Poly(1,2-ethanediol citrate) was synthesized in the MultiMax Mettler Toledo reactor systems, in Hastelloy reactors (50 mL) equipped with a mechanical stirrer, a temperature sensor, and Dean–Stark apparatus. The anhydrous citric acid (28.83 g; 0.15 mol), ethanediol (13.97 g; 0.225 mol), and p-toluenesulfonic acid monohydrate (0–1.4415 g; 0–0.0076 mol) were weighed into the reactor. Initially, the reaction mixture was heated to the set point temperature (120–140 °C) for 10 min. Once the set temperature had been reached, the set point temperature was held constant for 50 min, and a Dean–Stark apparatus was used for water removal.

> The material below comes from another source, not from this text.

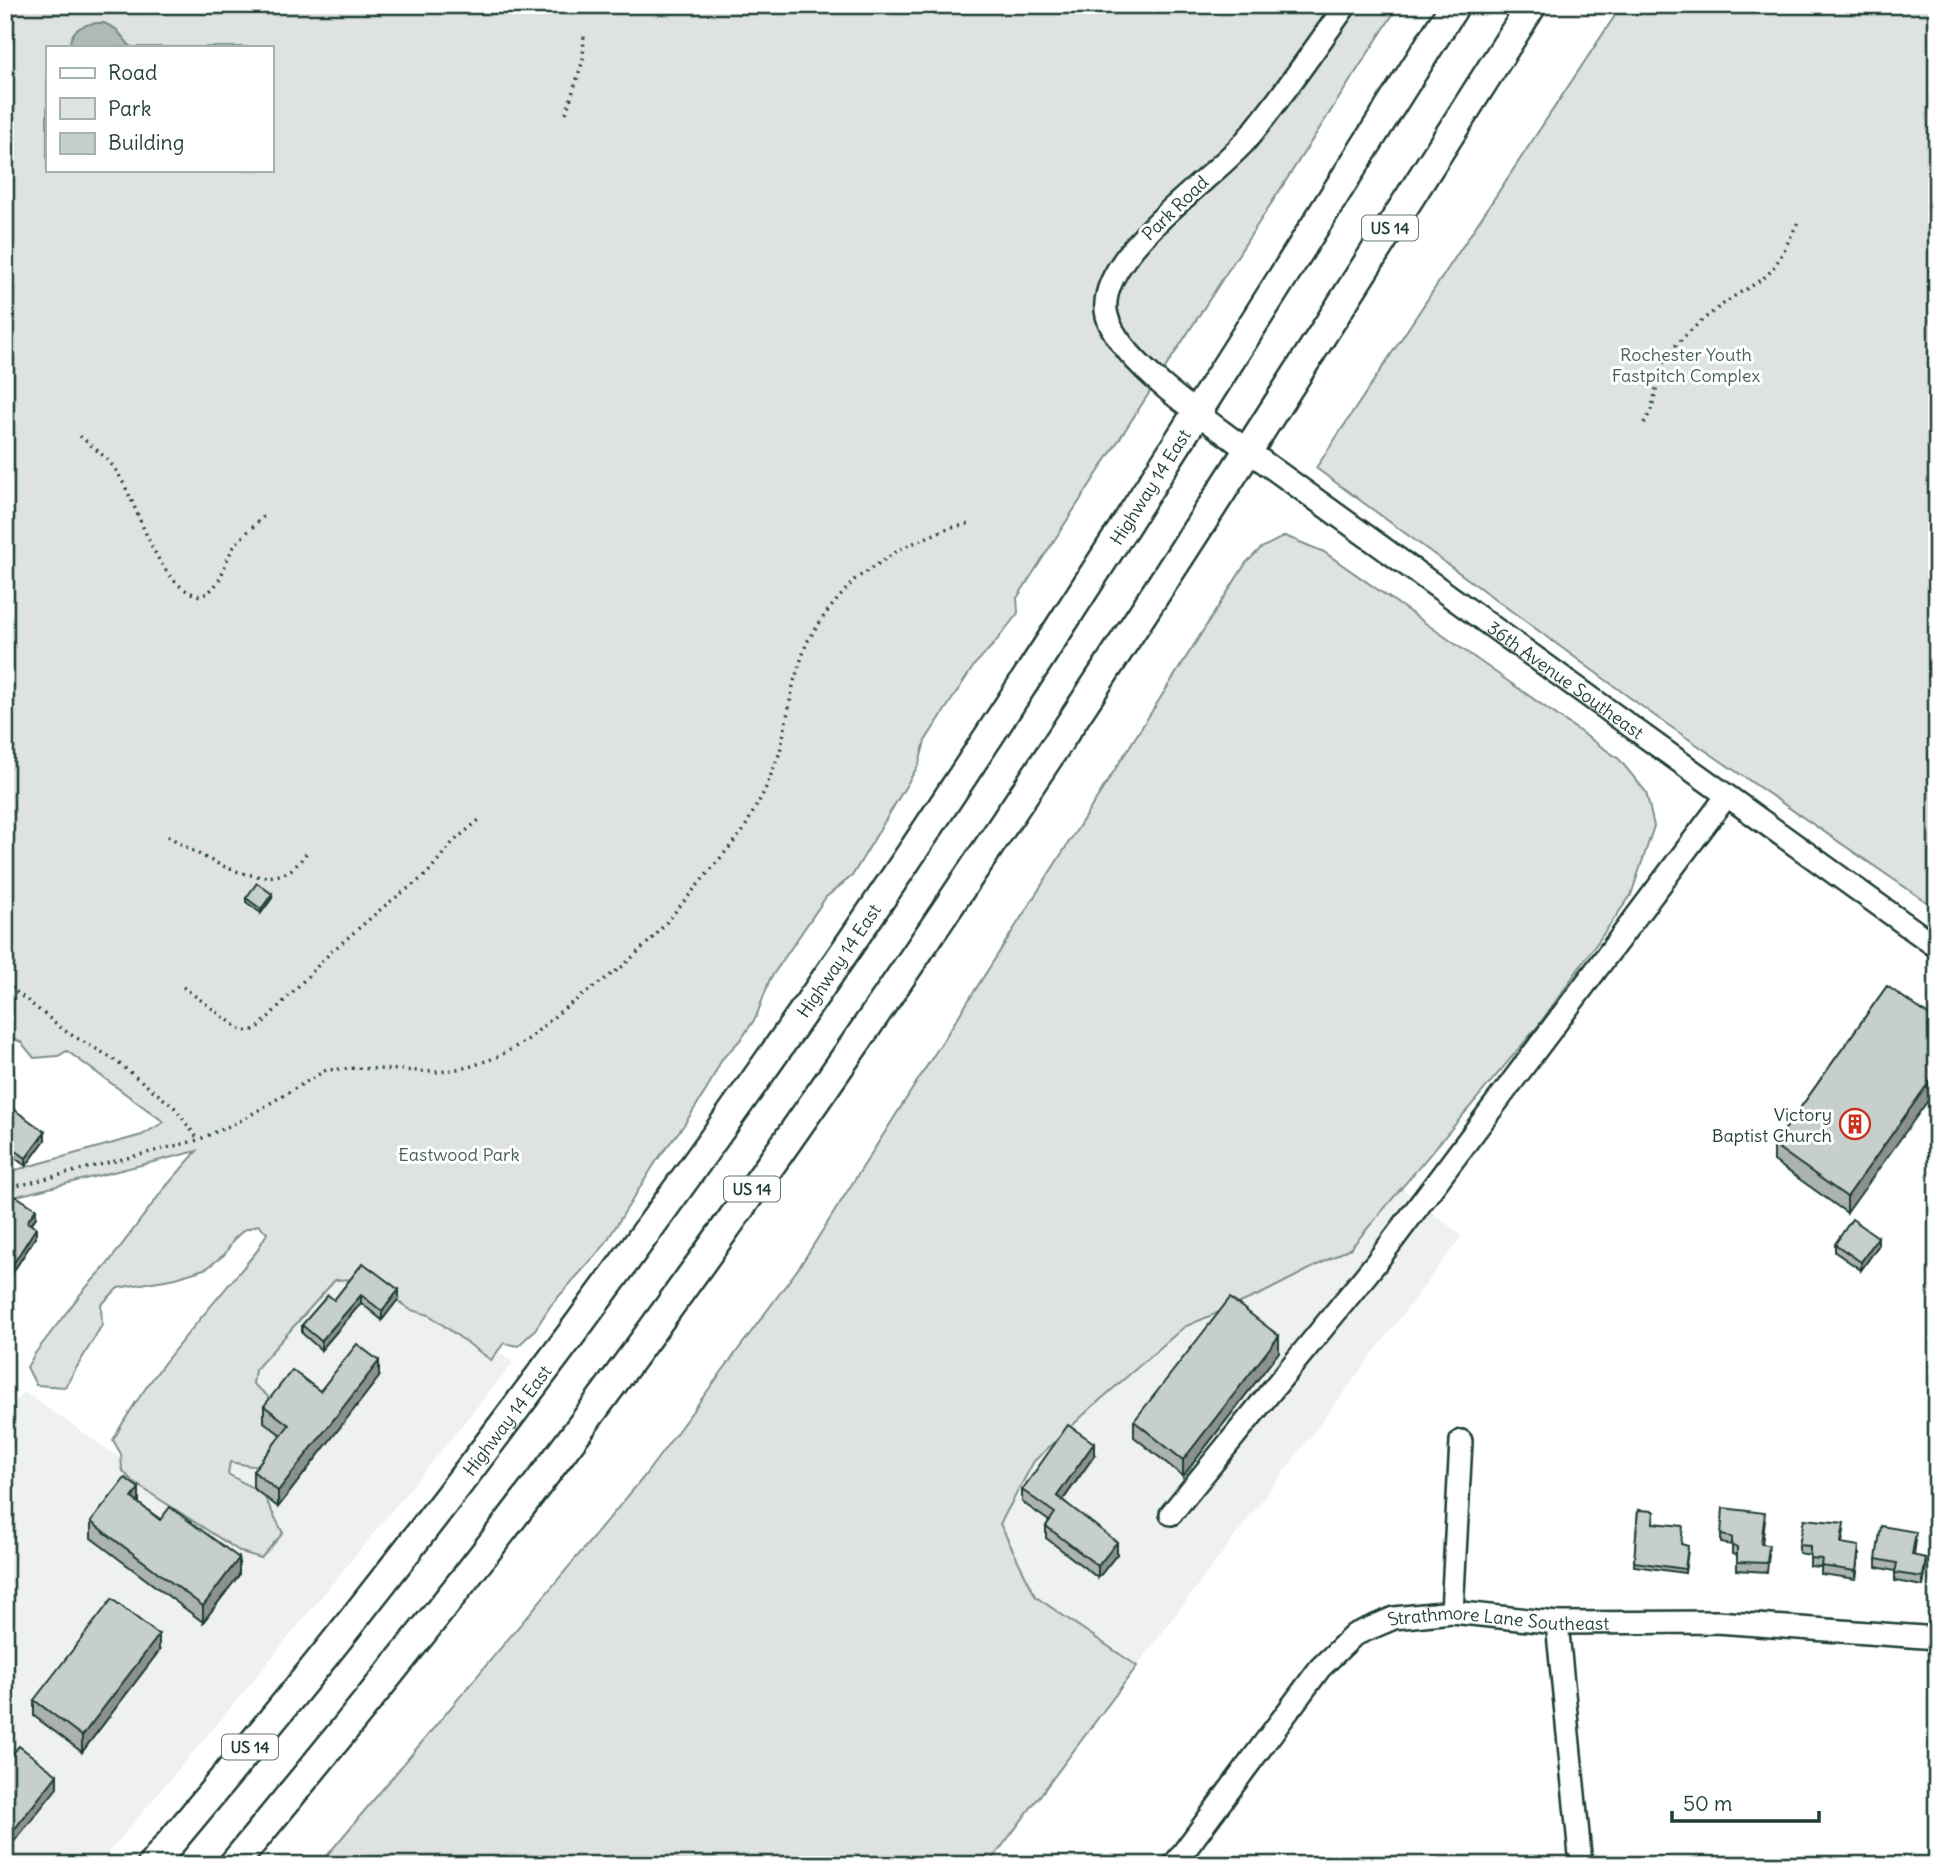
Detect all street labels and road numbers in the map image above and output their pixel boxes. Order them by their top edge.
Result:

StatSoft Statistica software was used for graphics and calculations preparation.

4. Conclusions

The polycondensation of citric acid with 1,2-ethanediol was investigated and described with mathematical models, which allow the prediction of product properties depending on the temperature and catalyst content. Polyester formation was confirmed with detailed spectral analysis, including FTIR and NMR correlations.

The matrix equations determined the optimal process parameters at 140 °C and 3.6% of p-toluenesulfonic acid content. The high temperature favored the maximization of the esterification degree. Nevertheless, introducing a catalyst into the process lowers the temperature needed for obtaining the product with comparable performance properties. Although non-catalyzed reactions are safer for biomedical applications, adding the catalyst reduces energy consumption, and hence, the economy of the process is more favorable.

Regenerative medicine requires using multifunctional materials covering a wide range of mechanical properties. Poly(1,2-ethanediol citrate) meets these requirements. What is more, considering its potential for functionalization, scientist should consider poly(1,2-ethanediol citrate) as a potential drug delivery carrier of interest. Finally, considering the growing interest in aliphatic polyesters for scaffold design, polyesters of citric acid will undoubtedly attract attention.